Latim e Direito Constitucional

Maomé mudou o nome de Yathrib para Medina (cidade do profeta) e conseguiu impor-se como governante da cidade. Conscientemente organizou seus convertidos numa comunidade tanto política quanto religiosa.

Em 630, após várias batalhas no deserto, entrou triunfante na Meca. Os coraixitas submeteram-se à nova fé e a caaba tornou-se o principal santuário do islã, como é ainda hoje.

Com a tomada de Meca, outras tribos em toda a Arábia aceitaram a nova religião. Maomé morreu em 632, tendo vivido o suficiente para ver bem sucedida a fé que ele havia lançado.

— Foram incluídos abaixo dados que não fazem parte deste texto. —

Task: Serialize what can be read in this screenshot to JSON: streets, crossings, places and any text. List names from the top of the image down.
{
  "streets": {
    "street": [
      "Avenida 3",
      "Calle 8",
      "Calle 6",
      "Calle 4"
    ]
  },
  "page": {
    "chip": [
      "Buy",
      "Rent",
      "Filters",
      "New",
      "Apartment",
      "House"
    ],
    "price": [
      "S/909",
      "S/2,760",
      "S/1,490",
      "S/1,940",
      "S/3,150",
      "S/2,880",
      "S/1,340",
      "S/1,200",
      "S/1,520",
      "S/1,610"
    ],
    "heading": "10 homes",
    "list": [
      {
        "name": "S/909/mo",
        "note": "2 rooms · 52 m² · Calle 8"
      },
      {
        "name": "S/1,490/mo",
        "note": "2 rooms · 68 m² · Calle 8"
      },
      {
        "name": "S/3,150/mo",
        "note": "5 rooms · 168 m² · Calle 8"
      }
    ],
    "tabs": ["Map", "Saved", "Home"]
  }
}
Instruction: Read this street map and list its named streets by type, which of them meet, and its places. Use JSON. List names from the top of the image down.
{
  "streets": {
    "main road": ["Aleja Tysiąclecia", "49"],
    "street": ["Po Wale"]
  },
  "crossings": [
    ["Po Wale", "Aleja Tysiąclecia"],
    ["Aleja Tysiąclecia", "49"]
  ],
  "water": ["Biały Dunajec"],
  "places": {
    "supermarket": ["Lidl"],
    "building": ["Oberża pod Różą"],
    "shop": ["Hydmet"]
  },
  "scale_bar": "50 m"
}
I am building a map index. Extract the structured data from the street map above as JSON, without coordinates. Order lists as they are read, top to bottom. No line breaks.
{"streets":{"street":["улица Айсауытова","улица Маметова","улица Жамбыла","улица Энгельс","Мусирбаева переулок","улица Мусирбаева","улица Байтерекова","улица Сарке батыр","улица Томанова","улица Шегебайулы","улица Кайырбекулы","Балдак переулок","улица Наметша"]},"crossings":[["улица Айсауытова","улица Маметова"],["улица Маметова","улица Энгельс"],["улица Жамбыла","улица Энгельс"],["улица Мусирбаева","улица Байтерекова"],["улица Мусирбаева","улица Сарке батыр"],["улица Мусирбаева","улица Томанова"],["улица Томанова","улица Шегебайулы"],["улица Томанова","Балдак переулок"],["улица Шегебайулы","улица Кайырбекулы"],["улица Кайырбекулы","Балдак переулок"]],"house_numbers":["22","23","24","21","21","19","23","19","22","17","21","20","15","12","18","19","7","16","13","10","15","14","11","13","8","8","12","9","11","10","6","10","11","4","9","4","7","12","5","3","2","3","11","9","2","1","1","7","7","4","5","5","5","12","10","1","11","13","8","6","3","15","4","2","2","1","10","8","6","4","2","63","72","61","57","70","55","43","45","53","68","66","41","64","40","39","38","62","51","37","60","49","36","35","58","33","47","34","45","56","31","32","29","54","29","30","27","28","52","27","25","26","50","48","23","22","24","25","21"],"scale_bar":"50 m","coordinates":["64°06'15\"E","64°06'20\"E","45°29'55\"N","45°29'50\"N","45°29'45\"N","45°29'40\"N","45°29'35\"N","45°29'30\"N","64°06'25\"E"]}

A doutrina é muito simples. A própria palavra islã tem o sentido de submissão, e a fé islâmica exige absoluta subordinação a Deus.

Alá significa o Deus criador todo-poderoso, a mesma divindade onipotente adorada por cristãos e judeus. Os muçulmanos acreditam não existir outra, senão Deus.

Para eles Maomé foi o último e o maior dos profetas. Ao pregar o monoteísmo estrito, ele ensinava que todos os homens e mulheres deveriam sujeitar-se inteiramente a Deus, pois o juízo divino estava iminente.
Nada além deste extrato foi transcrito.